[Source records]
____________

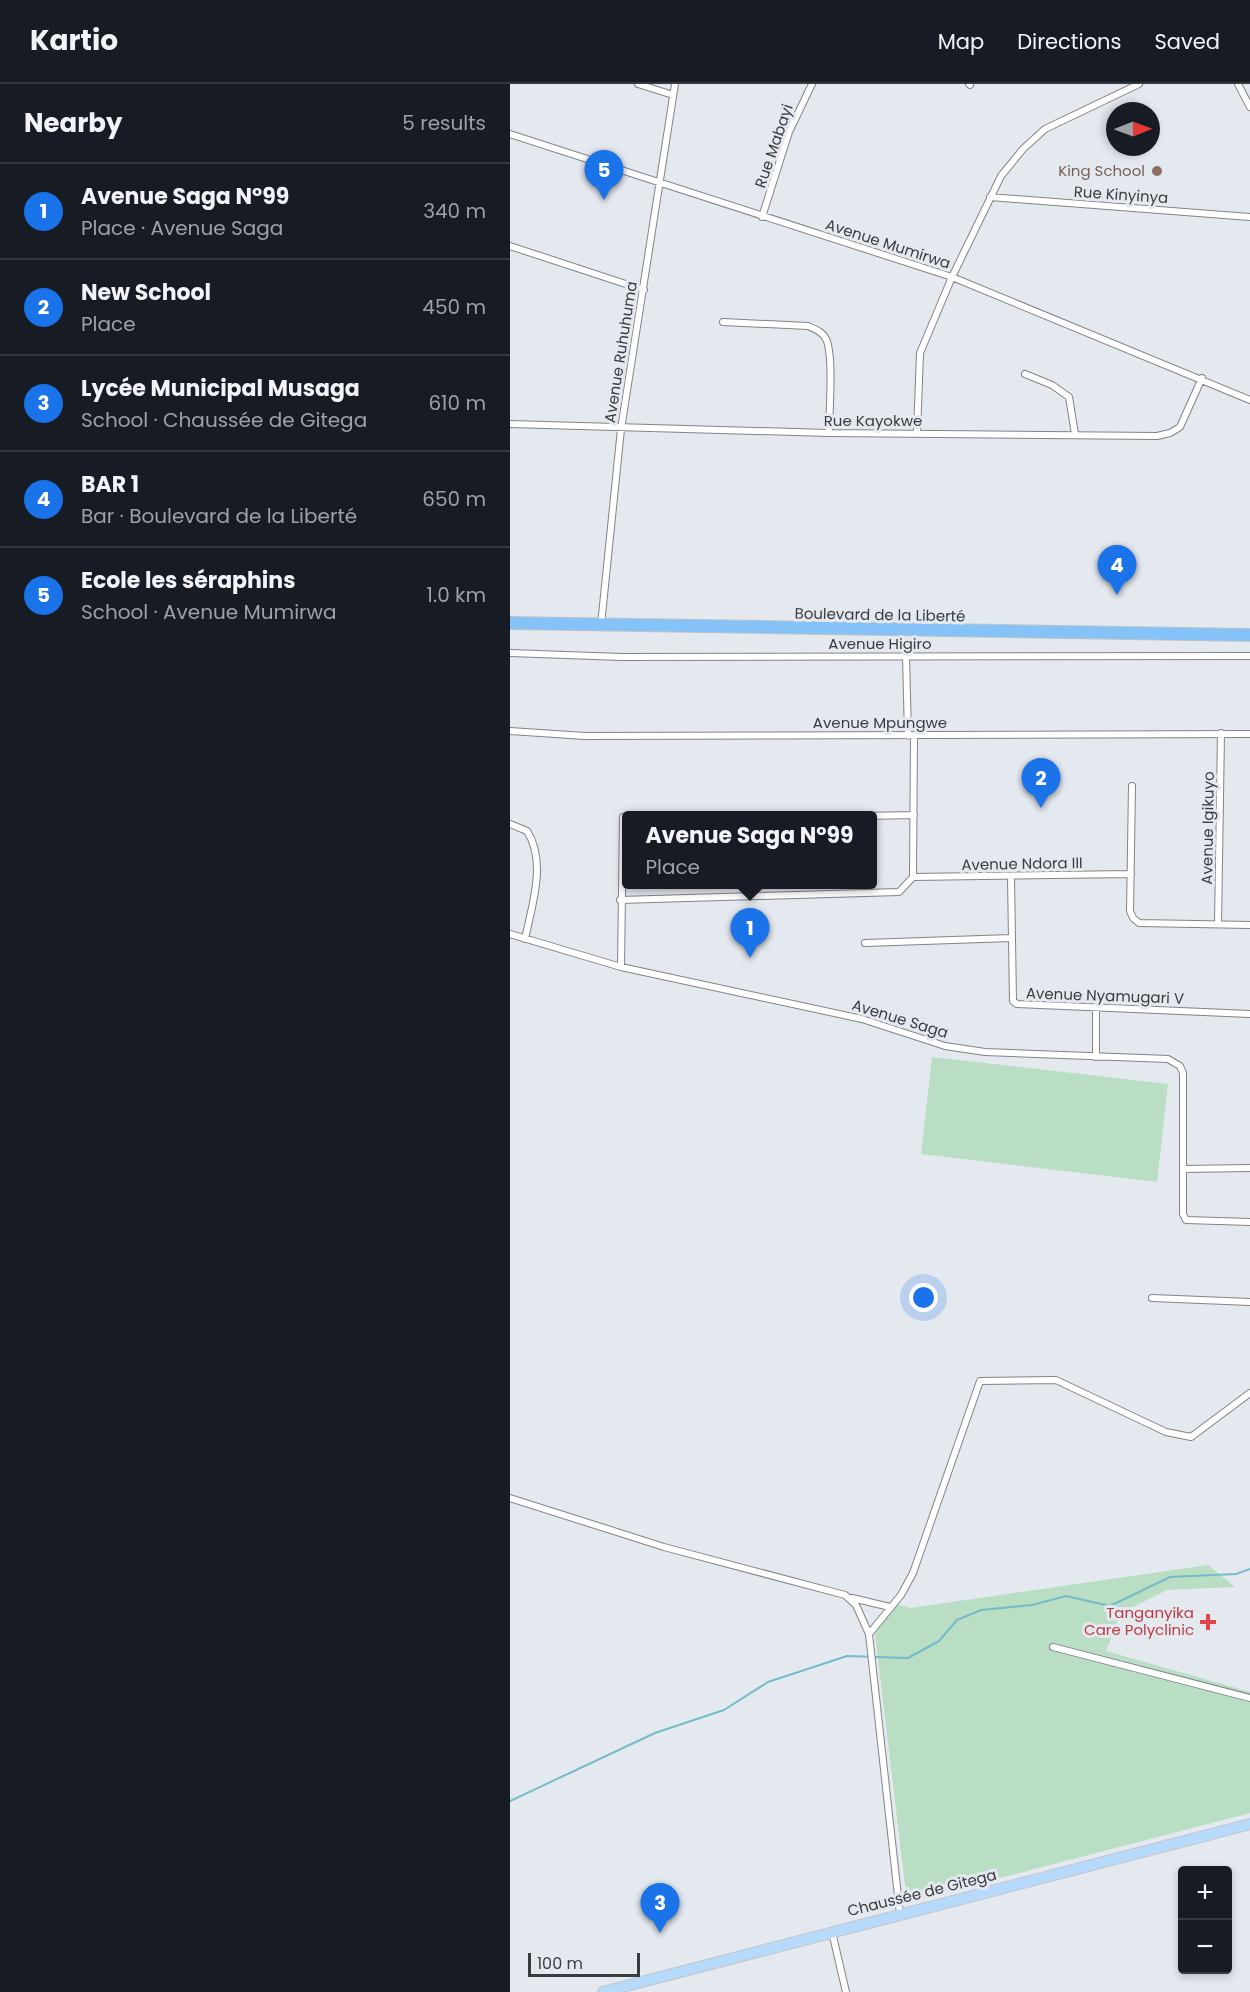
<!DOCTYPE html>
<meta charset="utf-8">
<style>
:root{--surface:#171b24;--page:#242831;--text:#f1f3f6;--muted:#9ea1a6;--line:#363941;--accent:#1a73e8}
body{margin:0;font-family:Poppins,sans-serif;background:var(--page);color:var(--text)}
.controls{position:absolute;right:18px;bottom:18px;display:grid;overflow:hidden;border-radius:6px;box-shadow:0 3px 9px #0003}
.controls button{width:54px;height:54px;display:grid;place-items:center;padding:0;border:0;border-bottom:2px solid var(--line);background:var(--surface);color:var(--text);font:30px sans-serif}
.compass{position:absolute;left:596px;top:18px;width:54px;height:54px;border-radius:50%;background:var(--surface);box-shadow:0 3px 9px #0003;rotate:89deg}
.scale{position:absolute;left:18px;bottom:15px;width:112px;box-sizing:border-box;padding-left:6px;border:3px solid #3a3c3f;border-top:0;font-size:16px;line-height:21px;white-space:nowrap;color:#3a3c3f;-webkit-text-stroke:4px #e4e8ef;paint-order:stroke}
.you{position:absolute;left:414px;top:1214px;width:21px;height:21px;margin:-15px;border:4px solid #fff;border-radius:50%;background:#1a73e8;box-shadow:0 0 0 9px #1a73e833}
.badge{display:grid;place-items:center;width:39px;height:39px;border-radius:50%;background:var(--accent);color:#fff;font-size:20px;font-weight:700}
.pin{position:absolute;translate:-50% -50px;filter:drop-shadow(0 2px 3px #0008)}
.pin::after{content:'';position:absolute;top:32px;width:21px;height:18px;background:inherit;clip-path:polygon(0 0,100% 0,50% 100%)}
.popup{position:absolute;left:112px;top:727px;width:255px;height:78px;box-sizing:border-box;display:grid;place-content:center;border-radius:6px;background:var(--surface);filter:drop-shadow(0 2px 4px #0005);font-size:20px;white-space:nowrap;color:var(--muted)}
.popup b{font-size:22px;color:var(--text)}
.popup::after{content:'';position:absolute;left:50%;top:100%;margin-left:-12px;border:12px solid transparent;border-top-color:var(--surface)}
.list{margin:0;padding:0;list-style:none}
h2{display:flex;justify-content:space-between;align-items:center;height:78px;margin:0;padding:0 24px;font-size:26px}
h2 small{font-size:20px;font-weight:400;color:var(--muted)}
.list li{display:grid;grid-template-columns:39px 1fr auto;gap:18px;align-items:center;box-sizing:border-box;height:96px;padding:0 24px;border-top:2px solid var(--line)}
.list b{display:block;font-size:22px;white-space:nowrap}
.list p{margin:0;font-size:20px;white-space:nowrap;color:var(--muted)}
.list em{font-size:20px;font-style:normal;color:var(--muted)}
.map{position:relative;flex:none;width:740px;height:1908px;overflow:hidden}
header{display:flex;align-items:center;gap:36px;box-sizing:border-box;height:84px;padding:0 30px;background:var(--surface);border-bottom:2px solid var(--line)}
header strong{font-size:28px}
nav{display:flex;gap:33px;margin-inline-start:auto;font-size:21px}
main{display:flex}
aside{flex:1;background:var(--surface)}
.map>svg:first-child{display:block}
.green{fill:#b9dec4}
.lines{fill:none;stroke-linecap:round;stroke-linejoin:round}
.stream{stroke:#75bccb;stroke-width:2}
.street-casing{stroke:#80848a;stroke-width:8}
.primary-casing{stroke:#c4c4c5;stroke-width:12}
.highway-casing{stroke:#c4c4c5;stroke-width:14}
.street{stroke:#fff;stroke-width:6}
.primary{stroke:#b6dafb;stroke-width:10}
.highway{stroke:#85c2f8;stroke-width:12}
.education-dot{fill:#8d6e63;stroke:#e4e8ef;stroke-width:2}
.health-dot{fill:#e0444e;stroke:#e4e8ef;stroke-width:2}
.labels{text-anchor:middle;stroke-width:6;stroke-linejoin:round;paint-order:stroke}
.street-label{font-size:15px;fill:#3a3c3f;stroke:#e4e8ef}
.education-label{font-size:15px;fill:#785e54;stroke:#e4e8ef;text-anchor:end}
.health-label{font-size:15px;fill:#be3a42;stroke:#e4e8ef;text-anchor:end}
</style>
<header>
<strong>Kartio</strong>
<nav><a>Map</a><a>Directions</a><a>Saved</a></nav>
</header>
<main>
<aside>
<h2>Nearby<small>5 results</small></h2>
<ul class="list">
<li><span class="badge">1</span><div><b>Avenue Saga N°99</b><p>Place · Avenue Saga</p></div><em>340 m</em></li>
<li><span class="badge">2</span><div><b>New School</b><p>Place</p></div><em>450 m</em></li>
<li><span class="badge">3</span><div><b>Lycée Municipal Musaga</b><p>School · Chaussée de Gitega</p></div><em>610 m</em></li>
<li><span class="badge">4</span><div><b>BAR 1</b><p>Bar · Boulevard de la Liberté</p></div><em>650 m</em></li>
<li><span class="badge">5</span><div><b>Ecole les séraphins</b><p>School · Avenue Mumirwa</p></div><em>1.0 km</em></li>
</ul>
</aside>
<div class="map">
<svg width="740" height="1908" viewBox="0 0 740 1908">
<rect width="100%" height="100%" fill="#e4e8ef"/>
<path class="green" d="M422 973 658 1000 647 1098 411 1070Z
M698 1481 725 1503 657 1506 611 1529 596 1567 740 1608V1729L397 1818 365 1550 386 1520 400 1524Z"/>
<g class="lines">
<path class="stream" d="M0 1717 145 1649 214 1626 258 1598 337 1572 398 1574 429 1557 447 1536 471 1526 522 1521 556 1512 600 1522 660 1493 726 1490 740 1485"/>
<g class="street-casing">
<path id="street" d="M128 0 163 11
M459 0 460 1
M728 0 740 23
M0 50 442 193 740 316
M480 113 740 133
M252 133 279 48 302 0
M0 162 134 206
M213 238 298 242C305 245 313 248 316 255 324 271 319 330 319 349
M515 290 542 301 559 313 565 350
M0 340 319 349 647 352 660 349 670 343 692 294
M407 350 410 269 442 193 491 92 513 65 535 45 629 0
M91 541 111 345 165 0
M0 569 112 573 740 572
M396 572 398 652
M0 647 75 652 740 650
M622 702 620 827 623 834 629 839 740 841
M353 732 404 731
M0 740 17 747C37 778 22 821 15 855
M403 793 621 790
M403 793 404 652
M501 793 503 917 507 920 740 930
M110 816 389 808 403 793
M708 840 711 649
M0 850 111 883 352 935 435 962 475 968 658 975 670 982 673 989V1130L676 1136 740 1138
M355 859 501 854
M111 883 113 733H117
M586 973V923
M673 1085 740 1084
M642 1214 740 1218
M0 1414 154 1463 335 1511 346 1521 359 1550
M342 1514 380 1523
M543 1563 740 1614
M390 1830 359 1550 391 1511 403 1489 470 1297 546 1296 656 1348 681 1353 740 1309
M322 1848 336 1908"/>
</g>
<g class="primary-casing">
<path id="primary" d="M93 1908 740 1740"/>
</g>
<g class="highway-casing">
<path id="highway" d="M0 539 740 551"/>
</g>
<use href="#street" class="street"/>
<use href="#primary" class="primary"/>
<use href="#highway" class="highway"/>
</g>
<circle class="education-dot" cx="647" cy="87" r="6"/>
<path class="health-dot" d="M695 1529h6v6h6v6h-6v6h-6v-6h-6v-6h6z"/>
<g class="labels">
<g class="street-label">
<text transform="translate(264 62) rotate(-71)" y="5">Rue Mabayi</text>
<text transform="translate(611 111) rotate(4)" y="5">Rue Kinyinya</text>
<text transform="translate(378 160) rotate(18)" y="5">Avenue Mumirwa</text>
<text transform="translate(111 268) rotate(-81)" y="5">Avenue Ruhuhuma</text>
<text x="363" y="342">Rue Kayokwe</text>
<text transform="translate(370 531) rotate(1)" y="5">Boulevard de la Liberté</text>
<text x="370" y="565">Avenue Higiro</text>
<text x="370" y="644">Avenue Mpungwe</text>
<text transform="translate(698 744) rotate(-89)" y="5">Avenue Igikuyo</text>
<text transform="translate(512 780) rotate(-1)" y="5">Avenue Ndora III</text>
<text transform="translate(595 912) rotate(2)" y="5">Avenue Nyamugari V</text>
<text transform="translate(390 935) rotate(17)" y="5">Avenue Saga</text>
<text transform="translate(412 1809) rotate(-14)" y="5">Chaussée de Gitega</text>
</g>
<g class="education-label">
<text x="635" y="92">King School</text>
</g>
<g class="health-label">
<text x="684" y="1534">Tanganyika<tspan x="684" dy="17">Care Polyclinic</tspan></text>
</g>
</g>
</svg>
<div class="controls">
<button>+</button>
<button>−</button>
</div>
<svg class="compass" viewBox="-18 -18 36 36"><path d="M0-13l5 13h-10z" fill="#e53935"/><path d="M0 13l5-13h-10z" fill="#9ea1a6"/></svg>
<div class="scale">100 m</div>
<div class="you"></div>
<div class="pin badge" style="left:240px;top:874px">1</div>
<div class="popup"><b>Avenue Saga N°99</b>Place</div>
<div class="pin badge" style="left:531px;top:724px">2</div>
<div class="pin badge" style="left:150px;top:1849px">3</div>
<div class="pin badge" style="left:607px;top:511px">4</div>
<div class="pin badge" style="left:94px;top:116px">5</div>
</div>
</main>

____________

**Exercise requirements:** Only the lines with the string "radius" are wanted; pick them out of the records above and copy them.

**Worked solution:**
.controls{position:absolute;right:18px;bottom:18px;display:grid;overflow:hidden;border-radius:6px;box-shadow:0 3px 9px #0003}
.compass{position:absolute;left:596px;top:18px;width:54px;height:54px;border-radius:50%;background:var(--surface);box-shadow:0 3px 9px #0003;rotate:89deg}
.you{position:absolute;left:414px;top:1214px;width:21px;height:21px;margin:-15px;border:4px solid #fff;border-radius:50%;background:#1a73e8;box-shadow:0 0 0 9px #1a73e833}
.badge{display:grid;place-items:center;width:39px;height:39px;border-radius:50%;background:var(--accent);color:#fff;font-size:20px;font-weight:700}
.popup{position:absolute;left:112px;top:727px;width:255px;height:78px;box-sizing:border-box;display:grid;place-content:center;border-radius:6px;background:var(--surface);filter:drop-shadow(0 2px 4px #0005);font-size:20px;white-space:nowrap;color:var(--muted)}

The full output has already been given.